Extracted entries

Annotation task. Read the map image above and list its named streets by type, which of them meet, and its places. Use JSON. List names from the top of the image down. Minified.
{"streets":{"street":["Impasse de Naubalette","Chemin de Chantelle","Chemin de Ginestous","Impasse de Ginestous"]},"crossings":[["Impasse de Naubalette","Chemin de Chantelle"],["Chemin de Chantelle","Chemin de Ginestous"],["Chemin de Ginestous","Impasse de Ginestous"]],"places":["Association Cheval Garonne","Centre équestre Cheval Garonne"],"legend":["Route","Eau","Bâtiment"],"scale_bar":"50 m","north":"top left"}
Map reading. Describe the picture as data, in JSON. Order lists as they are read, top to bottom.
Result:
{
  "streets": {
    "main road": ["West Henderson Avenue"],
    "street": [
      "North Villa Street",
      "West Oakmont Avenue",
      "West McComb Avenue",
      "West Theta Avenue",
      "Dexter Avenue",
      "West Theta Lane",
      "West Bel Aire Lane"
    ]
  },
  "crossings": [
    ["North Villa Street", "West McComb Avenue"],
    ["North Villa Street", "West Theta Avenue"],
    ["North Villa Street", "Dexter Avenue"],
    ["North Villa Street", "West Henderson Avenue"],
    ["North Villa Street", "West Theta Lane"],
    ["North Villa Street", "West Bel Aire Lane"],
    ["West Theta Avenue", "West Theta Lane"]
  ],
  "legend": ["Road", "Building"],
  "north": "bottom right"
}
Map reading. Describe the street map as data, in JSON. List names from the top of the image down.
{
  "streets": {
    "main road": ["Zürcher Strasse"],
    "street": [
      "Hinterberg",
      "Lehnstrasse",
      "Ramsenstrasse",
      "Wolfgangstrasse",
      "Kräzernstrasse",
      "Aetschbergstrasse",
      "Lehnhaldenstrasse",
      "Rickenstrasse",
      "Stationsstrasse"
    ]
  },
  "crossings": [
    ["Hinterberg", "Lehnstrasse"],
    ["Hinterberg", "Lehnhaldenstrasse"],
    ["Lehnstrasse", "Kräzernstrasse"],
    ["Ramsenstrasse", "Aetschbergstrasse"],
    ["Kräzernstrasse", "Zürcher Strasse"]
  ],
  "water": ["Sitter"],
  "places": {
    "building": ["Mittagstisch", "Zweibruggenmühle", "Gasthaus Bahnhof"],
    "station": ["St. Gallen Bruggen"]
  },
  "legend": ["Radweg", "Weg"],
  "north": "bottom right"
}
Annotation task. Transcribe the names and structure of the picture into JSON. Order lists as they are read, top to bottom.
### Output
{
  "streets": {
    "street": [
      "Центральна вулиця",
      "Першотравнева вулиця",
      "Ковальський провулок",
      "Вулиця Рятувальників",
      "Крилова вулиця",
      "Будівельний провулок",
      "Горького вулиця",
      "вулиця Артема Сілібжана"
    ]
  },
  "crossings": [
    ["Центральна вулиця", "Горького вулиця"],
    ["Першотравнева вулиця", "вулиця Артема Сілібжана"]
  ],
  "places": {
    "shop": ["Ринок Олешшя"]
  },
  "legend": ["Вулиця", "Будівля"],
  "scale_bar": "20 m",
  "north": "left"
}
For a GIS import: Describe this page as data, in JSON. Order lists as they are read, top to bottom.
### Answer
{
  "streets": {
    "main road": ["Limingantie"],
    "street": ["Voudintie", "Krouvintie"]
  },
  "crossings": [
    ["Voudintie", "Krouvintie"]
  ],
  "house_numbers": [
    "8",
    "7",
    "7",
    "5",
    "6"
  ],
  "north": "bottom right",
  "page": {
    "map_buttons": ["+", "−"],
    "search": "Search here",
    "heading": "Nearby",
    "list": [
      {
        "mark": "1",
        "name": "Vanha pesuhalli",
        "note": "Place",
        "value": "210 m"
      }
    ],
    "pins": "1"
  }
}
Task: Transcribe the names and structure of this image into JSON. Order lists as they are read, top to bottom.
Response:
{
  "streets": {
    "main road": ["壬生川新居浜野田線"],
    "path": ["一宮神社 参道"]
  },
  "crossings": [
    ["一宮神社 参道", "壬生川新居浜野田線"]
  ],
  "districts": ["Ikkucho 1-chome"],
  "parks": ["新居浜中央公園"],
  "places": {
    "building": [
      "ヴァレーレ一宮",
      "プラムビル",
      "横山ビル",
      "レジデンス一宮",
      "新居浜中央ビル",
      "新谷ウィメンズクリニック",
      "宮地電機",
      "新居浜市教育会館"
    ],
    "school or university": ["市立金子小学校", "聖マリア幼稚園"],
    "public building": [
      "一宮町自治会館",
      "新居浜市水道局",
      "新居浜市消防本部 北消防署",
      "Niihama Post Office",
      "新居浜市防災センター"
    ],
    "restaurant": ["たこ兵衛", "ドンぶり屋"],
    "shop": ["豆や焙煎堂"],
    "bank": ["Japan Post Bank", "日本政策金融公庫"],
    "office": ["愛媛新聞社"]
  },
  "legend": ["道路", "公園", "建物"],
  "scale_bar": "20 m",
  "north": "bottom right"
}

Activity
Please filter the entries for the word "Transcribe" and copy the lines that have it.

Result for this task
Annotation task. Transcribe the names and structure of the picture into JSON. Order lists as they are read, top to bottom.
Task: Transcribe the names and structure of this image into JSON. Order lists as they are read, top to bottom.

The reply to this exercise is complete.